A Secretaria da Indústria, Comércio e Mineração reativou, nesta sexta-feira (30), o Conselho de Desenvolvimento Industrial (CDI), com o objetivo de debater, formular e implementar novas políticas públicas relacionadas às atividades industriais e comerciais, além de definir diretrizes para o setor e avaliar o resultado das ações implantadas, promovendo o desenvolvimento e a expansão econômica do Estado da Bahia.
Para o secretário James Correia, presidente do conselho, este é um momento especial para a economia do estado. “O CDI é a extensão dos esforços do governo para colocar em prática um fórum permanente, que vai debater, com transparência, a política setorial, em um ambiente global, definindo as melhores práticas para o desenvolvimento do estado”.
Criado em 1961, o CDI teve um importante papel para a consolidação e crescimento da economia baiana.
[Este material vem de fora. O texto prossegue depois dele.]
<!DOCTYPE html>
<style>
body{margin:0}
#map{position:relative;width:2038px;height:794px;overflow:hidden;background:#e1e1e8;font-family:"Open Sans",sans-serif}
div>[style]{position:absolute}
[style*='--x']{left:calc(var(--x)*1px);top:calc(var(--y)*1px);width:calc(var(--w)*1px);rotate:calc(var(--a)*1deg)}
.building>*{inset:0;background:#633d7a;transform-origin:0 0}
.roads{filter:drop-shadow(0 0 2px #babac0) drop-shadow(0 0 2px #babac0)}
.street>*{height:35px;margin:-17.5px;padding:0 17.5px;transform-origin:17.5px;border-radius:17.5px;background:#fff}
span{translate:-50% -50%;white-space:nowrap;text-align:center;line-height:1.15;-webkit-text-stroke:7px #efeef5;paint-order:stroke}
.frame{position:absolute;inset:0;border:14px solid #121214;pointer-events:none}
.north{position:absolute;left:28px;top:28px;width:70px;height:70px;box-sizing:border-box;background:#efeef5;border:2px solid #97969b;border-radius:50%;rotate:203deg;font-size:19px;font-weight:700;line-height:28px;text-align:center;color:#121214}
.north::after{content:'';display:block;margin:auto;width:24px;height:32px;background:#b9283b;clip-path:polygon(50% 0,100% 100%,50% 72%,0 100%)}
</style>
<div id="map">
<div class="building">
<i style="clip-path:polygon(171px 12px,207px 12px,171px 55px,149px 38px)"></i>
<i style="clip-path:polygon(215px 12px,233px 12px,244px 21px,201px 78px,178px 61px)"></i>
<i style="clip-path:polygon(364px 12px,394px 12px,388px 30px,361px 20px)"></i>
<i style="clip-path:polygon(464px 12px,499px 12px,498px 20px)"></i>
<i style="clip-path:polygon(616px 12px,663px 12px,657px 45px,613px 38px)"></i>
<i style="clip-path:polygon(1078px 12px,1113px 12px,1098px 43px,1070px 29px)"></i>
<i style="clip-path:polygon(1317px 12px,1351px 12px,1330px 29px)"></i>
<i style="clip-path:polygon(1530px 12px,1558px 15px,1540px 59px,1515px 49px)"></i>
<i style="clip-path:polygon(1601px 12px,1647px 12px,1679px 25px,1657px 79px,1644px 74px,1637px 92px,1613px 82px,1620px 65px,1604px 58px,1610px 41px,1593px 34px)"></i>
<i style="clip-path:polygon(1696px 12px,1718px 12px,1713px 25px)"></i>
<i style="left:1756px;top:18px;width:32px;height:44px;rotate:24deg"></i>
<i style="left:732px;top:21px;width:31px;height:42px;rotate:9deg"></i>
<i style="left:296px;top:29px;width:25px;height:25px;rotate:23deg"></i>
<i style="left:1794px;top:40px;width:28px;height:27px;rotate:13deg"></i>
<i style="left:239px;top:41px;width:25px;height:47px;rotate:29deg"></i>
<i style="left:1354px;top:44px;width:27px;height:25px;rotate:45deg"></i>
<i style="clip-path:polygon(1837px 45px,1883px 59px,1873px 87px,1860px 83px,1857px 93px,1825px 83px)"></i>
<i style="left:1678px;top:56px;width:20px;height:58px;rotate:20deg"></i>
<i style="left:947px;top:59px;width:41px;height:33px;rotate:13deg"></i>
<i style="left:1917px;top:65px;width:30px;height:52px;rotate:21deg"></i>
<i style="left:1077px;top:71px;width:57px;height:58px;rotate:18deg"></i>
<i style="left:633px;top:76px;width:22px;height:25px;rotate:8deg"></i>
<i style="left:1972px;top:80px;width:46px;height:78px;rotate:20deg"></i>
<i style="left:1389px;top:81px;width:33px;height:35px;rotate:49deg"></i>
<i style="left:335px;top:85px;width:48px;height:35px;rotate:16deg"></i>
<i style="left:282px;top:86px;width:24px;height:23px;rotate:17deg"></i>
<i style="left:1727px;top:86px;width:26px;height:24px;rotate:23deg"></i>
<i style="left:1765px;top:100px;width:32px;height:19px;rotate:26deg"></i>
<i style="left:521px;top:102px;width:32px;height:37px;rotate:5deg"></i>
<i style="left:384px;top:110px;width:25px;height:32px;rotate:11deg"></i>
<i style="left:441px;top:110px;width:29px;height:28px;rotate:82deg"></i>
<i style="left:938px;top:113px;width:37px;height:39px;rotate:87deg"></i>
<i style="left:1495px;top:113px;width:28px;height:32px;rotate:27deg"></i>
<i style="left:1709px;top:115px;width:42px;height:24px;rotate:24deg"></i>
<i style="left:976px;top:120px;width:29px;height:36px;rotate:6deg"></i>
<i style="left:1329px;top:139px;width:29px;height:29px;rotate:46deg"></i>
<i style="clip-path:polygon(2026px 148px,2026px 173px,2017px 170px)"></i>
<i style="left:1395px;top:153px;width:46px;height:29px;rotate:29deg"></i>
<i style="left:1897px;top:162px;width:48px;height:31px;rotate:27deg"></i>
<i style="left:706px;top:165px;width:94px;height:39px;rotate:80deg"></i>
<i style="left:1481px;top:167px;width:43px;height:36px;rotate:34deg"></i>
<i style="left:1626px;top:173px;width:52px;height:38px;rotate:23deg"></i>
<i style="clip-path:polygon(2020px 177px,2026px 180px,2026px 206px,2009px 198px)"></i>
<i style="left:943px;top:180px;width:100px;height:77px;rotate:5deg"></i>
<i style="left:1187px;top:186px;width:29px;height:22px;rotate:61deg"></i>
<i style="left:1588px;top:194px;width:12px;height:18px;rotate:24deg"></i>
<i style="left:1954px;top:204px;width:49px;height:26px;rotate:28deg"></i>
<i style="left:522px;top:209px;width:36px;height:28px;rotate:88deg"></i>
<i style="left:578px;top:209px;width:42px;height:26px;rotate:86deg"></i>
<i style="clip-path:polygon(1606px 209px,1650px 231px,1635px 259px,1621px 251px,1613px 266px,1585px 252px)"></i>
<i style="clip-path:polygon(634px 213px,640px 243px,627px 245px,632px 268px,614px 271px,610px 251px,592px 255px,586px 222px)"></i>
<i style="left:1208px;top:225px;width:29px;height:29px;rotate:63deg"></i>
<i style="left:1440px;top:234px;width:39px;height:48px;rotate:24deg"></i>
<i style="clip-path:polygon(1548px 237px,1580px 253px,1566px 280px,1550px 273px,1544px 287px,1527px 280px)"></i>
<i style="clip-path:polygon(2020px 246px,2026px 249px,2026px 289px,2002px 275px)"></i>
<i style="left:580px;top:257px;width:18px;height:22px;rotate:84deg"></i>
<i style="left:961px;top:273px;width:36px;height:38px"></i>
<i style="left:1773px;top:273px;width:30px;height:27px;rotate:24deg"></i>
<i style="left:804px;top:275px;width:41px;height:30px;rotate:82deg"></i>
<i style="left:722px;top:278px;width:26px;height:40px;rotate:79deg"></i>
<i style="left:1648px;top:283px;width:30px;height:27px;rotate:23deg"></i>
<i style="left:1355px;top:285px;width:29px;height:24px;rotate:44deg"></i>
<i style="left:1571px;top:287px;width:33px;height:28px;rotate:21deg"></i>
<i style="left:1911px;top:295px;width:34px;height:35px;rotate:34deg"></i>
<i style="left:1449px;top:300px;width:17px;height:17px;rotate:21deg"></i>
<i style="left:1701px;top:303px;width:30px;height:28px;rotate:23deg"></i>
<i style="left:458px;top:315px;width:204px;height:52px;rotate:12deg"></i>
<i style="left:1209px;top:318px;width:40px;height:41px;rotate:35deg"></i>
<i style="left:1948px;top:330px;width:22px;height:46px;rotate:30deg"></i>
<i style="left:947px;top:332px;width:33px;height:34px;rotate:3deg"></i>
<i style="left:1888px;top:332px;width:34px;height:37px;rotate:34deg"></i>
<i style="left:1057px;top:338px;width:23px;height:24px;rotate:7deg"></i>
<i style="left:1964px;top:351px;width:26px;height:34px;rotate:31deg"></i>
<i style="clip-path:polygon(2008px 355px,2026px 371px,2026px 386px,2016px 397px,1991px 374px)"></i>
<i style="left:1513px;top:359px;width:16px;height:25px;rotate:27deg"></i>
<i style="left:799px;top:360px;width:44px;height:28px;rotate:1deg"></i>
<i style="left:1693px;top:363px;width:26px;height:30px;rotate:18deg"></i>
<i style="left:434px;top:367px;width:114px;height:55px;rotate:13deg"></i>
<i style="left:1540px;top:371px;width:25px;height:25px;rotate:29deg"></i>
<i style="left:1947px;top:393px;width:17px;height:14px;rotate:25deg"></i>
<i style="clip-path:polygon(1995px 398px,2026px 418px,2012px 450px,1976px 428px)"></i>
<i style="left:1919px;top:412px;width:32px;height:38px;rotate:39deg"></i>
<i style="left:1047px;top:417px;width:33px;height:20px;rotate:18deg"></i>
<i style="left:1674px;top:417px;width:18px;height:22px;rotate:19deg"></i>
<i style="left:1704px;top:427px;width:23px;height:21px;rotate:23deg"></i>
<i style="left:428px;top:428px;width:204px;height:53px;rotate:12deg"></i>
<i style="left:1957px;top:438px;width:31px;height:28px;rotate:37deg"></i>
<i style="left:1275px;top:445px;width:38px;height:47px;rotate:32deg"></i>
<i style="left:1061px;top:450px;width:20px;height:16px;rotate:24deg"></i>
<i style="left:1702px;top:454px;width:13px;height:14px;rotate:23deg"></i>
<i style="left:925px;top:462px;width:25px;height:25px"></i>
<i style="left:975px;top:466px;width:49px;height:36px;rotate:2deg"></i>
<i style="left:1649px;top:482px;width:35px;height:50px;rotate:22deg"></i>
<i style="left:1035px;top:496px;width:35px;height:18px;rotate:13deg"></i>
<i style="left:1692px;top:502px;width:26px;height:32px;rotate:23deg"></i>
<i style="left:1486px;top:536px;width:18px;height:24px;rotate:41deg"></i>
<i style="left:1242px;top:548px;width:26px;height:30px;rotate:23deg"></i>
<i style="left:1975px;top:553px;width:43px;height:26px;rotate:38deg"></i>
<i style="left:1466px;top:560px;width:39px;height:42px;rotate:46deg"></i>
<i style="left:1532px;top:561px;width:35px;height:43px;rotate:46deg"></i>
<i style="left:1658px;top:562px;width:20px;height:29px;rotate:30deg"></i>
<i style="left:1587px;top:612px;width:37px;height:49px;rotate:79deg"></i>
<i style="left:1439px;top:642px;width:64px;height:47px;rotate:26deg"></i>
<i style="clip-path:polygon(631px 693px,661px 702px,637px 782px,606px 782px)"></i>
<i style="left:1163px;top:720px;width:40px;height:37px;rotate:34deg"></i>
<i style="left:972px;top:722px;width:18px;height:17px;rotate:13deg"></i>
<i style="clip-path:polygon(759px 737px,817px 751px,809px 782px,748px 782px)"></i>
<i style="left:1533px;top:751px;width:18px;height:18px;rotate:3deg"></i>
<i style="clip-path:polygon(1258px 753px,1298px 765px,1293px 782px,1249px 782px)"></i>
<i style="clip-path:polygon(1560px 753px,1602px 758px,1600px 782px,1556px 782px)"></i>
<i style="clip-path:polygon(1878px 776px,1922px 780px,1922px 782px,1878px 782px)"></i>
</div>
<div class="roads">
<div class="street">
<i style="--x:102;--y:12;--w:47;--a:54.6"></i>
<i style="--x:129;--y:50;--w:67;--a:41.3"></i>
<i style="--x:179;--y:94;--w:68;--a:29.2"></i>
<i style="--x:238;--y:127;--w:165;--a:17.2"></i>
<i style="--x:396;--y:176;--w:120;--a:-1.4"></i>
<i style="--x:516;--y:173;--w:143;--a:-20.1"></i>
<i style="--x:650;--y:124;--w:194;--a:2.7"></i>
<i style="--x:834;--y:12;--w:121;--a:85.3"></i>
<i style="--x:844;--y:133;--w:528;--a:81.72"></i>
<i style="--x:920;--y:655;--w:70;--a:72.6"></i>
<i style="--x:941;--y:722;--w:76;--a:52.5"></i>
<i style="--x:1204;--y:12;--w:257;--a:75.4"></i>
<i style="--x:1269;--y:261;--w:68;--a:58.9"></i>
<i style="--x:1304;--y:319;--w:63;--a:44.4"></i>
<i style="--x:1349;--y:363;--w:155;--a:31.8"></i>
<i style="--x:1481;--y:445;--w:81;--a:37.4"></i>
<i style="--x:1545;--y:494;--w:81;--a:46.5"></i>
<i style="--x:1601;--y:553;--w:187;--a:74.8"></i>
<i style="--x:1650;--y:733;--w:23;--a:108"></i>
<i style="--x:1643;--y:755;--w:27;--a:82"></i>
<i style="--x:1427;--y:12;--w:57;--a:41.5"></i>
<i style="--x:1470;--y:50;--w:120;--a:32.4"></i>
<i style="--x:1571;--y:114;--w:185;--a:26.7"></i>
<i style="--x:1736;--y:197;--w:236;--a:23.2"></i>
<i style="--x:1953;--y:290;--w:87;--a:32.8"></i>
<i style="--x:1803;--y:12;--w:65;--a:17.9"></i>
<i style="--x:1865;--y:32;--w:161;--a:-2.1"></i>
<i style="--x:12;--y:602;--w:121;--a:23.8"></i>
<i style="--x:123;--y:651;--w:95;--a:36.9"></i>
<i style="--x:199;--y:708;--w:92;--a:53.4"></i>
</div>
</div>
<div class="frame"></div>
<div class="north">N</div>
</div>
Foi o responsável pela criação de um importante programa governamental de fomento, gerando incentivos fiscais que trouxeram diversos investimentos para o estado, a exemplo do Polo Industrial de Camaçari e do Centro Industrial de Aratu.
Com a criação em 1991, do Programa de Promoção de Desenvolvimento da Bahia (ProBahia), mais específico e abrangente, o CDI ficou paralisado e, este mês, teve o seu novo regimento aprovado, por meio do Decreto nº. 12046 /2010.
Para o secretário do Planejamento, Antonio Valença, “a reativação do conselho é um momento histórico, um regresso às origens, uma fonte ímpar de insumos para o desenvolvimento estratégico do estado”. O secretário da Fazenda, Carlos Martins, salientou a importância de políticas estaduais de desenvolvimento como essas serem debatidas amplamente. “É um ato democrático, louvável, que tem como prioridade o desenvolvimento do estado”.
O conselho será operado por câmaras setoriais (agroindústria, tecnologia e inovação, relações de trabalho e desenvolvimento, petróleo e petroquímica, automobilística, papel e celulose, mineração, naval e portuária, construção civil, calçadista, logística e atacadista, comércio e serviços) e transversais (tributária, energia, meio ambiente e serviços).
As câmaras serão compostas por representantes de entidades e associações de classes, representantes da administração pública, agências de fomento, universidades, dentre outras que se façam necessárias para atender e solucionar eventuais demandas.
Composição
O CDI é formado por representantes de 16 entidades, entre eles, os secretários estaduais Carlos Martins (Fazenda), Antonio Valença (Planejamento), Eugenio Splenger (Meio Ambiente), Feliciano Monteiro (Ciência, Tecnologia e Inovação), Wilson Brito Filho (Infraestrutura), Eduardo Salles (Agricultura, Irrigação e Reforma Agrária).
Também Luiz Petitinga (Agência de Fomento do Estado), José Mascarenhas (Federação das Indústrias do Estado), Carlos Amaral (Federação do Comércio do Estado), Eduardo Castro (Associação Comercial da Bahia), Ana Dias (Departamento Intersindical de Estatística e Estudo Socioeconômico), Edval Passos (Sebrae), Manoelito Damasceno (Uneb), Maria Maia (Associação Baiana das mantenedoras do Ensino Superior).